What needs to be done:
Scan the entries below. List each line with "then".

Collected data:
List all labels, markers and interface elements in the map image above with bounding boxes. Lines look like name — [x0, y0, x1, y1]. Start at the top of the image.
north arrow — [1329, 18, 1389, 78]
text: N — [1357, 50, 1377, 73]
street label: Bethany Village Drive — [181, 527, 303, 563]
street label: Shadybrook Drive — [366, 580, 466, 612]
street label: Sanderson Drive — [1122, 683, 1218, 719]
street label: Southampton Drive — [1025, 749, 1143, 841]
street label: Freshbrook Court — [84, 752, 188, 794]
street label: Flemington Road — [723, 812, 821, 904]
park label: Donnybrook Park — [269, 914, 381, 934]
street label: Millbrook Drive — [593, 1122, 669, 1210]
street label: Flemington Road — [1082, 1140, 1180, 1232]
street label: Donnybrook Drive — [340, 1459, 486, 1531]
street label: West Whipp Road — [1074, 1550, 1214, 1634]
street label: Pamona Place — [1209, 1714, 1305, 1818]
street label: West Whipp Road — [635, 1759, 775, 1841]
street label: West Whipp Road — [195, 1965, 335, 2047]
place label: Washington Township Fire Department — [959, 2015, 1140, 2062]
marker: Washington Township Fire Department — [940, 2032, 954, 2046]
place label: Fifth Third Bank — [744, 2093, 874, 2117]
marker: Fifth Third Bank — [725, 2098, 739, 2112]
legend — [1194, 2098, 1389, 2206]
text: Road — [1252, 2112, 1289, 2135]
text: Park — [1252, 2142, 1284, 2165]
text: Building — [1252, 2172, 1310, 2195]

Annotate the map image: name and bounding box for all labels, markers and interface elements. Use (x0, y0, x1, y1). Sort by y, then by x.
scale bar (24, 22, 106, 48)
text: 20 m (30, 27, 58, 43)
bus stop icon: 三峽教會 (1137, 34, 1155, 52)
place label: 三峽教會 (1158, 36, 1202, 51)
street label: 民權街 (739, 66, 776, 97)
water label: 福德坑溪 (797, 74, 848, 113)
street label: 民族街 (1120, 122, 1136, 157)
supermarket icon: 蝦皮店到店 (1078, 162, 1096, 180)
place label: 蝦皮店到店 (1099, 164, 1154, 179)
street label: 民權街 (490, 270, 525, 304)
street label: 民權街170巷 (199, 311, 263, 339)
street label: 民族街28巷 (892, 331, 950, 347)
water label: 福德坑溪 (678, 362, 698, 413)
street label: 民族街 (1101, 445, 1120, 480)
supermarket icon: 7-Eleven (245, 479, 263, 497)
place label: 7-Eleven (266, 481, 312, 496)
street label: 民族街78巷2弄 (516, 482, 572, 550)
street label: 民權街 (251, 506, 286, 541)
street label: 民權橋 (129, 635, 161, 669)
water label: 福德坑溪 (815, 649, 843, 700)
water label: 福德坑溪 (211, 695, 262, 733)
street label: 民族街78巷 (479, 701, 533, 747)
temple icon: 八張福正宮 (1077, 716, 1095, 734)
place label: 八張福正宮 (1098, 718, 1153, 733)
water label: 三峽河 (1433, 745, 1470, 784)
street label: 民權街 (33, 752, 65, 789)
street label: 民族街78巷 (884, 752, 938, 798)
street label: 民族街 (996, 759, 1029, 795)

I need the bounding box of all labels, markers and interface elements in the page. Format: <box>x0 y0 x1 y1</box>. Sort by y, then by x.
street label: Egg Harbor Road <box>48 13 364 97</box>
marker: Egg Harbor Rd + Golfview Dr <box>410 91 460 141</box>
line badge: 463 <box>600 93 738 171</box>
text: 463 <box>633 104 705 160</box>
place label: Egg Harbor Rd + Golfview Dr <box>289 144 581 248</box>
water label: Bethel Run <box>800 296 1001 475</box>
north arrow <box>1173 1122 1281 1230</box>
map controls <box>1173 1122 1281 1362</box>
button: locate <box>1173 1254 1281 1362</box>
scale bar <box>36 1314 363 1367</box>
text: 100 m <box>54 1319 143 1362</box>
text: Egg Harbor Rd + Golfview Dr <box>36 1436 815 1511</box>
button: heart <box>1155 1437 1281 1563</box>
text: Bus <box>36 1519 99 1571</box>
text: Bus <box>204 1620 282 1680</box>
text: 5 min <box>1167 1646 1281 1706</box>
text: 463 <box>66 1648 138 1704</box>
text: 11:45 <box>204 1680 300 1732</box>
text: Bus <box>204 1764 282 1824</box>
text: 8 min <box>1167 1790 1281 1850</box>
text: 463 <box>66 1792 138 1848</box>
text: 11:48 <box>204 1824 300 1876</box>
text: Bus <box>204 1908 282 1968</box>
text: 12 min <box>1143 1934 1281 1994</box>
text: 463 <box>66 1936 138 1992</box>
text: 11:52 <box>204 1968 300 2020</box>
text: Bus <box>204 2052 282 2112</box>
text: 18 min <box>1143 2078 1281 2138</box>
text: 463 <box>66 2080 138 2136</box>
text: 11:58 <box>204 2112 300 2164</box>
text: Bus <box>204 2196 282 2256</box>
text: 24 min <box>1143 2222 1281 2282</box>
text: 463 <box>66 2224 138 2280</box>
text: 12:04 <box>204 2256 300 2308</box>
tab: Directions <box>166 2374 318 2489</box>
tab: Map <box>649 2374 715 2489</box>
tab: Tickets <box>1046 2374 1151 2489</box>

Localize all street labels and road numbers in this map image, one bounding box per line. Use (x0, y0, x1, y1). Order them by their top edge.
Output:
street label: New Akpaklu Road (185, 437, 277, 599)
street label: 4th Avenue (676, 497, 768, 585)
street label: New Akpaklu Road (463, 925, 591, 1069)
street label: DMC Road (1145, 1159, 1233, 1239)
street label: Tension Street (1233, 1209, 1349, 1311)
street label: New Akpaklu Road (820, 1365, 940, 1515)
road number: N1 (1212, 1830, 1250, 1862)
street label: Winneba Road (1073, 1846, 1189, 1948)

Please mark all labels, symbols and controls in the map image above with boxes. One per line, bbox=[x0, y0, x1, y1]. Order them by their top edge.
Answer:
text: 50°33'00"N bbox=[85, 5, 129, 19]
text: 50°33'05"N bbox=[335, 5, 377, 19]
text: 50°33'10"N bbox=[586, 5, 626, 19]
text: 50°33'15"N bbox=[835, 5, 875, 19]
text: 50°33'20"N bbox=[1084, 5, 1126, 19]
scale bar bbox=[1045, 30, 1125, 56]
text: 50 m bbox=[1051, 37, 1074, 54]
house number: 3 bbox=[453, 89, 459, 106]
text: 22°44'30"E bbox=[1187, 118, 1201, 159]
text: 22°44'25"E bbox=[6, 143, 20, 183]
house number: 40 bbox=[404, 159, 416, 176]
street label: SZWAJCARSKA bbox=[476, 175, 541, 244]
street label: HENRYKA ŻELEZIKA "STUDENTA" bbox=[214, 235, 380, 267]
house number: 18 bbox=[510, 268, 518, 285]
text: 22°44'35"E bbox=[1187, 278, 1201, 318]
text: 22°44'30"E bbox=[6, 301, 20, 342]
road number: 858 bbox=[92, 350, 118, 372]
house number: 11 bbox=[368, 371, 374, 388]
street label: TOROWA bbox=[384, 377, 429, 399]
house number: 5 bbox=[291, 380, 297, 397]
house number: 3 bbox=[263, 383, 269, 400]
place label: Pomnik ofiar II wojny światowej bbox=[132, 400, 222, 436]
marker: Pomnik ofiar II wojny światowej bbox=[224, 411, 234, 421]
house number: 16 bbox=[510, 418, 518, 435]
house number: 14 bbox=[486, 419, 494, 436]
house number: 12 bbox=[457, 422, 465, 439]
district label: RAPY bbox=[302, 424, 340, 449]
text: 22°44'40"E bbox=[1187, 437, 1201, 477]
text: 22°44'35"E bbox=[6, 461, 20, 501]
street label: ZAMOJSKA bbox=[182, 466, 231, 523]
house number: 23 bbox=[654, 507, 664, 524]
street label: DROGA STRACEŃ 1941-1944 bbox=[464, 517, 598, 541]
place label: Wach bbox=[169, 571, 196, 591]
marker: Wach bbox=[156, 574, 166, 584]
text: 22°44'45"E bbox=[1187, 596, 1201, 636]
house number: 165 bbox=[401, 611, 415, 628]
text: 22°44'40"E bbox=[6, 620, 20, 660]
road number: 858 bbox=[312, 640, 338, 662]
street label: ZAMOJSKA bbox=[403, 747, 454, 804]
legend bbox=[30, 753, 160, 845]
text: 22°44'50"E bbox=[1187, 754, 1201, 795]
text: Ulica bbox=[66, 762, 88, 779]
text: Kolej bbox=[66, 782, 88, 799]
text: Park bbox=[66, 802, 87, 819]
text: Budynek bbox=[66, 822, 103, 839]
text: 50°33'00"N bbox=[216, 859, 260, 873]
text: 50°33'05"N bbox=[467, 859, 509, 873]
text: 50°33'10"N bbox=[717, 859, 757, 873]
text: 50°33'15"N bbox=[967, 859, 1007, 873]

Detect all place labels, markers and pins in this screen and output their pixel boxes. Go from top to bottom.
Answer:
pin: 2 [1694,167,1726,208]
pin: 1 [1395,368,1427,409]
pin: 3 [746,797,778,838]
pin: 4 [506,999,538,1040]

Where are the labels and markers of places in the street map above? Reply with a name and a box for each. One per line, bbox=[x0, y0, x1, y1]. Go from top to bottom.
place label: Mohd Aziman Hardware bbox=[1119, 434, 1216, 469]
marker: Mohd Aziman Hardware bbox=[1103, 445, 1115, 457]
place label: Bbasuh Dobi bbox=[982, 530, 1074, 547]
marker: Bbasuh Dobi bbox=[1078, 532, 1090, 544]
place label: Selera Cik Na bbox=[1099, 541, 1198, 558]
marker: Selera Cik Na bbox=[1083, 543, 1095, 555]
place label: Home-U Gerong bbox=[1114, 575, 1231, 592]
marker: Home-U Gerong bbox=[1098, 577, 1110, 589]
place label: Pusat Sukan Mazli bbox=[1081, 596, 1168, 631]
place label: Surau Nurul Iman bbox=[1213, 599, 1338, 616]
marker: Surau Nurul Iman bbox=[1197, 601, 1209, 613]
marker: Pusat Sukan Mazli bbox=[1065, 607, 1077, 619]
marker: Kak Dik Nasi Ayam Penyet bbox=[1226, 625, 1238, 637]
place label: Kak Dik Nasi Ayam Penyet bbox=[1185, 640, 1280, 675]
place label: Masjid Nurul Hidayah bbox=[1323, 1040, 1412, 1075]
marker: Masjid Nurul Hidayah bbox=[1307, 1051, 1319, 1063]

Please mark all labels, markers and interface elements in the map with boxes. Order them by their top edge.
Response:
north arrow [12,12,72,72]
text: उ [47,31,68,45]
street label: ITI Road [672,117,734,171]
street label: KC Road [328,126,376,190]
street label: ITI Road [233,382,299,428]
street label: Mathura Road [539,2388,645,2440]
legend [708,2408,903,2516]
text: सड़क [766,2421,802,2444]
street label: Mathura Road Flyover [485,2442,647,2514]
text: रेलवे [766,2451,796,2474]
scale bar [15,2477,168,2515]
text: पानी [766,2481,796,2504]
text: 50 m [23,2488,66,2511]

Expected answer:
Annotate the map image: name and bounding box for all labels, markers and interface elements. Use (x0, y0, x1, y1). Sort by y, then by x.
I need the bounding box of all labels, markers and interface elements in the page. Format: <box>x0 y0 x1 y1</box>. Sort by y, then by x.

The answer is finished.